What the task requires:
Among the records below, find the lines containing "linecap" and state only how many there are.

▼

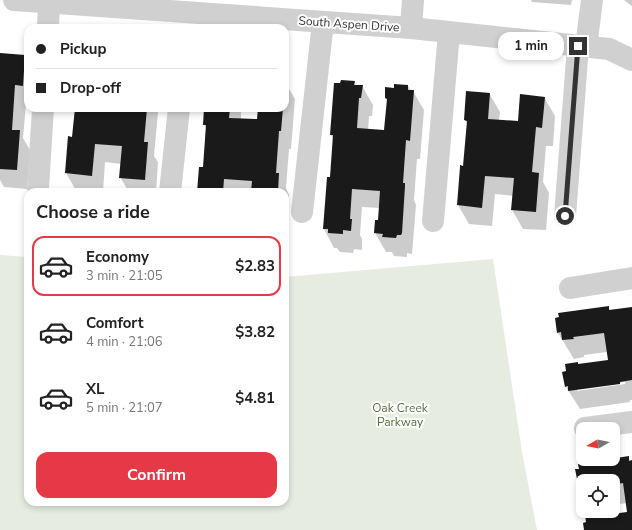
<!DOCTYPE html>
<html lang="en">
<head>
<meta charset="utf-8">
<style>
	:root { --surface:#fff; --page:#f2f2f2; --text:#222; --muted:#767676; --line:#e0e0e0; --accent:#e63946 }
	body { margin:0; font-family:"Nunito Sans",sans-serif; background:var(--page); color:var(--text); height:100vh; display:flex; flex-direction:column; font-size:15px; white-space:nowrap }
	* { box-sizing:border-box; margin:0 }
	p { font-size:13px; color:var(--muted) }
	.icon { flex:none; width:22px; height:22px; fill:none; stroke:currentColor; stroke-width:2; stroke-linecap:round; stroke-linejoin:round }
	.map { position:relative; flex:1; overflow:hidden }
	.side { position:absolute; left:24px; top:188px; width:265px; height:318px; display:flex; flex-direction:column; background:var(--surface); border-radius:12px; box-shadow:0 2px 6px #0003 }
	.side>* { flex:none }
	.hud { position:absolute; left:24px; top:24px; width:265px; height:88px; border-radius:12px; box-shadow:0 2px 6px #0003; display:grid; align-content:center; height:88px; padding:0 12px; background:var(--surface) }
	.needle { width:26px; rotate:261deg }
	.buttons { position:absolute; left:576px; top:422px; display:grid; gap:8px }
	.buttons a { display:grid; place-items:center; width:44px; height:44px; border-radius:8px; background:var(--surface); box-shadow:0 2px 6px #0003; font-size:20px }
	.end { position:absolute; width:18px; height:18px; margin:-9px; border:5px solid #333; background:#fff; box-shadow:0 0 0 2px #fff }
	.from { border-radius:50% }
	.bubble { position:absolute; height:28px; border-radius:12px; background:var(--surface); box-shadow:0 2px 6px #0003; font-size:13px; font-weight:700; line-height:28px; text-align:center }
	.hud b { display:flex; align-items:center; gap:14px; height:38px; font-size:15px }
	.hud b+b { border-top:1px solid var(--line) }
	.hud i { width:10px; height:10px; background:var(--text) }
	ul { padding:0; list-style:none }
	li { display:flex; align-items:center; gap:12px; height:60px; margin:0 8px 6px; padding:0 4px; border:2px solid transparent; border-radius:12px }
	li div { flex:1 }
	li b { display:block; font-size:15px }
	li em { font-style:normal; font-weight:700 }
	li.selected { border-color:var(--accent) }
	li>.icon { width:36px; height:36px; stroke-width:1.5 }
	h2 { padding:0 12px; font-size:18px; line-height:48px }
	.action { display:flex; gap:8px; margin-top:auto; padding:8px 12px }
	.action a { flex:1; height:46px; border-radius:12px; background:var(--accent); color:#fff; font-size:16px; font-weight:700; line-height:46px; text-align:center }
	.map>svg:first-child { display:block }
	.green { fill:#e6ecdf }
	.shadow { fill:#0003; fill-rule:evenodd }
	.building { fill:#1a1a1a }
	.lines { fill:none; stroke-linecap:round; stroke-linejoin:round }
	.minor { stroke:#d0d0d0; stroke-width:22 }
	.route { stroke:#333; stroke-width:5 }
	.labels { text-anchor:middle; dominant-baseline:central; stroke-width:4; stroke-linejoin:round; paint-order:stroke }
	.street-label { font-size:12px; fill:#333; stroke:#fff }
	.park-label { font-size:12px; fill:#56703f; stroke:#fff }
</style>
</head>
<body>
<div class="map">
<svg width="632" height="530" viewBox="0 0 632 530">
	<rect width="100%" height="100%" fill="#fff"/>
	<path class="green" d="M 0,255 L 28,257 L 28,502 L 285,502 L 285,277 L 493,259 L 522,452 L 537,530 L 0,530 Z"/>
	<path class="shadow" d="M 531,0 L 572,0 L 571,5 L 532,2 Z
		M 624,0 L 632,0 L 632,6 L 625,1 Z
		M 24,56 L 28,62 L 28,104 L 26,104 L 23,138 L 30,150 L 27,189 L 4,187 L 0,180 L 0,69 Z
		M 285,82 L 295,99 L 291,149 L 289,149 L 286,188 L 289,195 L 286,243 L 285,192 L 199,192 L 204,168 L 206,128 L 204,124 L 205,108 L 241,108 L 241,119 L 258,121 L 259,108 L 285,108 Z
		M 354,82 L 356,86 L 362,86 L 373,105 L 372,116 L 369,116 L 368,130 L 385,131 L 388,102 L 386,98 L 395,89 L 408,86 L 411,91 L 413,91 L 424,110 L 420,159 L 417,159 L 414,200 L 416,205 L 412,254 L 407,253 L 407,257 L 394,256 L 392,252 L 386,252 L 375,233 L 379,221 L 380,208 L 362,207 L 360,235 L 362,239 L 362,250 L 354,249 L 353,253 L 340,252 L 337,248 L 334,248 L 324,229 L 331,178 L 334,139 L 331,135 Z
		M 468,92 L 489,93 L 500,112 L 499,121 L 518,122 L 544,97 L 555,116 L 553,146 L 546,146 L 543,182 L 549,193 L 546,230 L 523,229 L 512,210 L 514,196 L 495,194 L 492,226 L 469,224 L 458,205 L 461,166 L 464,167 L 468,125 L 465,120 Z
		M 76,108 L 163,108 L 163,112 L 158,112 L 154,156 L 158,162 L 156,192 L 129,192 L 120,177 L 121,164 L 105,162 L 103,192 L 77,192 L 66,173 L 69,137 L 73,138 Z
		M 608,307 L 610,310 L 632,308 L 632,400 L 630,400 L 630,402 L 580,409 L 566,387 L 609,361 L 607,352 L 584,355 L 584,357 L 574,359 L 558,333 ZM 625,382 L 625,384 L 577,391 L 577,389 Z
		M 628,457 L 631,462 L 632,461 L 632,530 L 585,530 L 596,514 L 598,517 L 629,513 L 627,503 L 613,505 L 613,481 L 583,481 L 583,492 L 579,484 L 576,470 Z"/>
	<path class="building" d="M 0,53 L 25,55 L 23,86 L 15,85 L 12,130 L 20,130 L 17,170 L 0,169 Z
		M 341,80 L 355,81 L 354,85 L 363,85 L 361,98 L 359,98 L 357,128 L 384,130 L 387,99 L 385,98 L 385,87 L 394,88 L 394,84 L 408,85 L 408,90 L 414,90 L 410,141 L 406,140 L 403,183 L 405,183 L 405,186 L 402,233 L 401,235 L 397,235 L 396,238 L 382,237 L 383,234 L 374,233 L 375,220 L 378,220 L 380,191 L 352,189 L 350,219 L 352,219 L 351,231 L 343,230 L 343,234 L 328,233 L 328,229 L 323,229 L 327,177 L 330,177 L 333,135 L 330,135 L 334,83 L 340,83 Z
		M 466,91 L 490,93 L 488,119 L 518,121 L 520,94 L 545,97 L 542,128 L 536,127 L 532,172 L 539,173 L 536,212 L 511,210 L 514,178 L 485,176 L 482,208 L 457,205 L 460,167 L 460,165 L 463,166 L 467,121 L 464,120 Z
		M 75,108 L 147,108 L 144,142 L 148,142 L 145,180 L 119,178 L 122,146 L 95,144 L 92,176 L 65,173 L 68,136 L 72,137 Z
		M 204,108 L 230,108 L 229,118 L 257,119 L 258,108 L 283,108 L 281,131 L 279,131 L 276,173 L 279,173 L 278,192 L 251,192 L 252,181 L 224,179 L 223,192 L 197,192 L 199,167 L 203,167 L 206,125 L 203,125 Z
		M 609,306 L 609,310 L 632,307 L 632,380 L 620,382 L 620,384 L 568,391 L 568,386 L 565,387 L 562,372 L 566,371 L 565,364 L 578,362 L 578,364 L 608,360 L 604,333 L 573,337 L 574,339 L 562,340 L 561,332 L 557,333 L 555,318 L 559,317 L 558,313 Z
		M 629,456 L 629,461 L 632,460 L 632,530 L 584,530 L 583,523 L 586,522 L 585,515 L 597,513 L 597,516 L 627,512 L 623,483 L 613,485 L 613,481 L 583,481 L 582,493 L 581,484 L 578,484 L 575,469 L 579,469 L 578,464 Z"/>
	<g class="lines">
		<path class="minor" d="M 14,0 L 411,28 L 609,49 L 632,60
			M 48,28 L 49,3
			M 411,28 L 413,0
			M 586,47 L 592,0
			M 38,188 L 43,108
			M 170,192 L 179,108
			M 302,212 L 323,22
			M 565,216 L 578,46
			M 433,221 L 449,32
			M 570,288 L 632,278
			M 585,428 L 632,422"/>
	</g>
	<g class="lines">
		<path class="route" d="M 565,216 L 578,46"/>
	</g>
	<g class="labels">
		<g class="street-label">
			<text transform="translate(349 24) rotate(4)">South Aspen Drive</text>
		</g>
		<g class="park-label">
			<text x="400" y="408">Oak Creek<tspan x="400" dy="14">Parkway</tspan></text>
		</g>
	</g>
</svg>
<div class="buttons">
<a><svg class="needle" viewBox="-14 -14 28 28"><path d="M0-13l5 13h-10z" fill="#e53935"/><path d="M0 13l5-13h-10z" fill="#767676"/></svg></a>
<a><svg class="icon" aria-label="locate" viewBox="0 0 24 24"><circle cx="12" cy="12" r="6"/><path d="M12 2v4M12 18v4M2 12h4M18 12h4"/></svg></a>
</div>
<i class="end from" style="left:565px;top:216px"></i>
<i class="end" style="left:578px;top:46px"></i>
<div class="bubble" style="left:498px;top:32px;width:66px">1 min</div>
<div class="hud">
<b><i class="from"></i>Pickup</b>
<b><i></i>Drop-off</b>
</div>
<section class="side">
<h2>Choose a ride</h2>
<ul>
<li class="selected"><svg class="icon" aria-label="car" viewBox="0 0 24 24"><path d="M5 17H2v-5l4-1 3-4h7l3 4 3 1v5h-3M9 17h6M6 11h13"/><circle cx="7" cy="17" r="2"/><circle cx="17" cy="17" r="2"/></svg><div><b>Economy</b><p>3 min · 21:05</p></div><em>$2.83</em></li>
<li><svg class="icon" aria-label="car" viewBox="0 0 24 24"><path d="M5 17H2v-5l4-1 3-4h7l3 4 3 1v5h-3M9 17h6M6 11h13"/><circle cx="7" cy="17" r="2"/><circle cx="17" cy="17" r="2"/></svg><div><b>Comfort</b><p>4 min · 21:06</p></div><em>$3.82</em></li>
<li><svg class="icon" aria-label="car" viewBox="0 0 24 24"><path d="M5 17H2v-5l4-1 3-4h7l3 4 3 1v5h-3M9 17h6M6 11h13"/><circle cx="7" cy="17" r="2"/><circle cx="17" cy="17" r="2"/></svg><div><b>XL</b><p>5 min · 21:07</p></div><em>$4.81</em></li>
</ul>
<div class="action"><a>Confirm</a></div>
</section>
</div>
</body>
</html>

▲

Answer to the exercise:
2